Look for "Bars" in the listing below. Gather each line that contains it.

**Data records**.
================================
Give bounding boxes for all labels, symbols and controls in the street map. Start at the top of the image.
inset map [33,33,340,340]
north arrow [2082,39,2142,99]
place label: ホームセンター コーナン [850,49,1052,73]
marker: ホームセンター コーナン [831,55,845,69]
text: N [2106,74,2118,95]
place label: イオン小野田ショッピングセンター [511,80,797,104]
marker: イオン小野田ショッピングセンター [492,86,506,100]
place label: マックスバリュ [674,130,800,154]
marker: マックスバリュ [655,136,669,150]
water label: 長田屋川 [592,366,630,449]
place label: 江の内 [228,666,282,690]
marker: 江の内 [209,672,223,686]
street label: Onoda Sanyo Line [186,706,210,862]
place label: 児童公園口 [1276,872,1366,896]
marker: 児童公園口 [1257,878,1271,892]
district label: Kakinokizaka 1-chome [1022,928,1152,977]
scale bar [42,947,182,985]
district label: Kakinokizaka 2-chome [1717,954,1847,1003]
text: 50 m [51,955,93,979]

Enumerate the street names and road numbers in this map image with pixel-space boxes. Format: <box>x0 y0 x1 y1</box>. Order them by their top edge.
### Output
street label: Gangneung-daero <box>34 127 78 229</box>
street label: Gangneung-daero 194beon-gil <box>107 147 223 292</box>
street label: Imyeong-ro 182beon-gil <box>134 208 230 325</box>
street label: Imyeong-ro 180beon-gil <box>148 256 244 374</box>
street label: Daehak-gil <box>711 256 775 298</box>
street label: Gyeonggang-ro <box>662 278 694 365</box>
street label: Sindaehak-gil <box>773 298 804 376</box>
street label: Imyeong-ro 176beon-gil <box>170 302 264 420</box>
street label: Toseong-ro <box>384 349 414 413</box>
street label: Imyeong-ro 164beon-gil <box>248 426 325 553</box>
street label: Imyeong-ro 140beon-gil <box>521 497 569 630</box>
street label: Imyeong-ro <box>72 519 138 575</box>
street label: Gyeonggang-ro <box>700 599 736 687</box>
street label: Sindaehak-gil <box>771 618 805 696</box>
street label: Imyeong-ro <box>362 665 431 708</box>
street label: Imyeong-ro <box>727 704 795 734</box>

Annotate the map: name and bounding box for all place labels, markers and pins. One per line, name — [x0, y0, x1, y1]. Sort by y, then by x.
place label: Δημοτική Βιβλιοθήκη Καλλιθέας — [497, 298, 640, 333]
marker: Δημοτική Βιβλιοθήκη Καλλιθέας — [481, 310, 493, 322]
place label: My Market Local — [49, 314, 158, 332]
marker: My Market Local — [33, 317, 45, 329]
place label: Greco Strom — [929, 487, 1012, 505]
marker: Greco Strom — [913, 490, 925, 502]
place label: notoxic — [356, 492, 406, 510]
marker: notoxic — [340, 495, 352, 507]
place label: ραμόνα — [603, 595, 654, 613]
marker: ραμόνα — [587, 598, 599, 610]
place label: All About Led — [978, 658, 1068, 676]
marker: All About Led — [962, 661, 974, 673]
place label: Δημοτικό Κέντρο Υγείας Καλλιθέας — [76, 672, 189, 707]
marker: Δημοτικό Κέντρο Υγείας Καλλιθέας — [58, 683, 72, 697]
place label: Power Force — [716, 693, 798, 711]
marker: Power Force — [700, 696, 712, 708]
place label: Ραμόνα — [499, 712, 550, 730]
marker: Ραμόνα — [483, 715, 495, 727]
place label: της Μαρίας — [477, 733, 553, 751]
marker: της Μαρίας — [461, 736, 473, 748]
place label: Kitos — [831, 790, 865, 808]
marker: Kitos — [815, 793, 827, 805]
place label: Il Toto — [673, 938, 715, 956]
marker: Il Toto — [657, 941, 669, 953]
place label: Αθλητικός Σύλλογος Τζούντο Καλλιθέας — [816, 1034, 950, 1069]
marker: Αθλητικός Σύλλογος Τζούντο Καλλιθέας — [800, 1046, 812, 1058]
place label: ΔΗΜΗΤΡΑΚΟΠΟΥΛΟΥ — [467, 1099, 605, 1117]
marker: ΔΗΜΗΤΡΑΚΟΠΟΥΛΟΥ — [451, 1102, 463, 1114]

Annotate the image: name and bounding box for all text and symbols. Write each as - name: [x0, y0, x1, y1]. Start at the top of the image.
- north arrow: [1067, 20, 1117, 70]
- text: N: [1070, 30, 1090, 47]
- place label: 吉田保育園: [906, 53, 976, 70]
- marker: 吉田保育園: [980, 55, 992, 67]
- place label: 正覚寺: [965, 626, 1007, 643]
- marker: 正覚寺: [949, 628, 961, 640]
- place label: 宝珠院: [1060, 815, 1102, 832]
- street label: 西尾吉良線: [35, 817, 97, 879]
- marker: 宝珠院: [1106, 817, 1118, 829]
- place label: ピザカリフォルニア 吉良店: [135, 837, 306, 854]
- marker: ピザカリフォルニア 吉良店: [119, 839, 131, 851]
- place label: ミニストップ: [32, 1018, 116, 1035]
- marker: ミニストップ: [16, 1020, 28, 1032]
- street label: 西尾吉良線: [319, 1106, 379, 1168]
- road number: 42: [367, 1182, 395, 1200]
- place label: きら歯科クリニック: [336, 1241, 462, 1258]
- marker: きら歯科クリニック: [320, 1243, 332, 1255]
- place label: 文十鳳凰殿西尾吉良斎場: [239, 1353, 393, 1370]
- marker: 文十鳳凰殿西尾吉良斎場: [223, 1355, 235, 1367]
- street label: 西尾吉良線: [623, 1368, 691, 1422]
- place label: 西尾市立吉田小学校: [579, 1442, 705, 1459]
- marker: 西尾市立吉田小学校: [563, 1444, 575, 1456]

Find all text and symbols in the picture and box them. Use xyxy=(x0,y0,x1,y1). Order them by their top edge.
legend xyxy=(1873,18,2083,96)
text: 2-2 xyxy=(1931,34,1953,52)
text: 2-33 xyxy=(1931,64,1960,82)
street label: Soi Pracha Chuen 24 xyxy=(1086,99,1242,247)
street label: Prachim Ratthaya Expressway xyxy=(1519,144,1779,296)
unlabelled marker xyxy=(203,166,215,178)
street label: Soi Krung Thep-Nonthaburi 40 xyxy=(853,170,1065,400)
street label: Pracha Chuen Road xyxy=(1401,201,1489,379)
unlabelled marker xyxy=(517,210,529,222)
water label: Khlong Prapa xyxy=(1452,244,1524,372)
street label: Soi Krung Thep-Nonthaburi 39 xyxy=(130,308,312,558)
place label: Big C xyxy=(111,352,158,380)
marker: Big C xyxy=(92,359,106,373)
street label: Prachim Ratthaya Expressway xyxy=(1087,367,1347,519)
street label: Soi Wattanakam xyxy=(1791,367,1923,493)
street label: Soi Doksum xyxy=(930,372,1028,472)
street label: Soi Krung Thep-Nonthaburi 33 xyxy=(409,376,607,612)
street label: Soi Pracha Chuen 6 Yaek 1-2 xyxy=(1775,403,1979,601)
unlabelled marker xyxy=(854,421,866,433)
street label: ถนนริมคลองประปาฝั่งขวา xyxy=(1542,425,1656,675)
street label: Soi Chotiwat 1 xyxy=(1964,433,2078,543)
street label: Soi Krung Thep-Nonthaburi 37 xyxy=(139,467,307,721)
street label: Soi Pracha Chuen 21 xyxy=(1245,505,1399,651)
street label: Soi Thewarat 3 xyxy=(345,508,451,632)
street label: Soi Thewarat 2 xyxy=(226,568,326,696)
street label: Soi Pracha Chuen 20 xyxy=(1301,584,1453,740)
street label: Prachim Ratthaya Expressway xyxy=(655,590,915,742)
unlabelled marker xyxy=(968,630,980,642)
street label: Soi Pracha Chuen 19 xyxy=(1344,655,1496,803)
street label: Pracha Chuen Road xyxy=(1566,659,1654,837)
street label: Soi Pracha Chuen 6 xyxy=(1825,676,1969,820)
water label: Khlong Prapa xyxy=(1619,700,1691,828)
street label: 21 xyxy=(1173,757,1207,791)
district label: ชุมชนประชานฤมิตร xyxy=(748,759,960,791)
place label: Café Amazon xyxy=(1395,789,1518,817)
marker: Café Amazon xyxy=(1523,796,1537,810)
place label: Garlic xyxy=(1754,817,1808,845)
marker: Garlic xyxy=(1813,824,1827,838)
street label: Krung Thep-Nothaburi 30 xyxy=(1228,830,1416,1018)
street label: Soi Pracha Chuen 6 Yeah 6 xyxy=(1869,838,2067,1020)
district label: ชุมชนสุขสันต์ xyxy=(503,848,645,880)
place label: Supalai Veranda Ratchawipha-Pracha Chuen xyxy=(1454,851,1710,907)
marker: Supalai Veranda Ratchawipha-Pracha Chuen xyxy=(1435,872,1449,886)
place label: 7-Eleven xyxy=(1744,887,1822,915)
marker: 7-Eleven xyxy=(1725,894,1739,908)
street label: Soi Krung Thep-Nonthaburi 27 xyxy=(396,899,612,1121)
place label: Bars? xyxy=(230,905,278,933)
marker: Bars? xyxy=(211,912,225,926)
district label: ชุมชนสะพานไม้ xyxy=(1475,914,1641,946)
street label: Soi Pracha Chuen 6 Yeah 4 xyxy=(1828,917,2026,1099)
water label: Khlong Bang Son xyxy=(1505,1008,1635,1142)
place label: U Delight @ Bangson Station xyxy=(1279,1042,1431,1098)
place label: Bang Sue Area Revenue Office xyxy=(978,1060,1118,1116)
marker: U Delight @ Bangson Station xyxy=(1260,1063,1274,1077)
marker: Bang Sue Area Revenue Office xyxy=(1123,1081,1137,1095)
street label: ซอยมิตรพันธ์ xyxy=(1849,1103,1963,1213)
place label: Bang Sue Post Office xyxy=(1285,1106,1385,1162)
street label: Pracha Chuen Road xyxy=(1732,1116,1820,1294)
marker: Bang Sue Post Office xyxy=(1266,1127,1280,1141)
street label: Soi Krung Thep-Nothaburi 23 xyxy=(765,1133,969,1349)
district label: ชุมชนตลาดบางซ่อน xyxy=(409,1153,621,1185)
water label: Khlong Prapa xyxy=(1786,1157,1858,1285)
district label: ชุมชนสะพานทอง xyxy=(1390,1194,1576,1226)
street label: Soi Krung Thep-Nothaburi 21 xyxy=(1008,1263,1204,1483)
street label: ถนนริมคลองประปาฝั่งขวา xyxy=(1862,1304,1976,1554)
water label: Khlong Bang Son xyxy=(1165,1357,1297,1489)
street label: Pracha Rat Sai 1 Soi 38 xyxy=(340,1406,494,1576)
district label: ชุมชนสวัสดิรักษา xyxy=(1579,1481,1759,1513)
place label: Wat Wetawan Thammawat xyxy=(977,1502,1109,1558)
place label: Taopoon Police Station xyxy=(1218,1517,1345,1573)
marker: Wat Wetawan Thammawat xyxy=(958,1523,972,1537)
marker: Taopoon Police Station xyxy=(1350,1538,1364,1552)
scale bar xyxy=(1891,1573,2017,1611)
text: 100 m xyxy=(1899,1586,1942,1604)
================================
**Solution to this task**.
place label: Bars? xyxy=(230,905,278,933)
marker: Bars? xyxy=(211,912,225,926)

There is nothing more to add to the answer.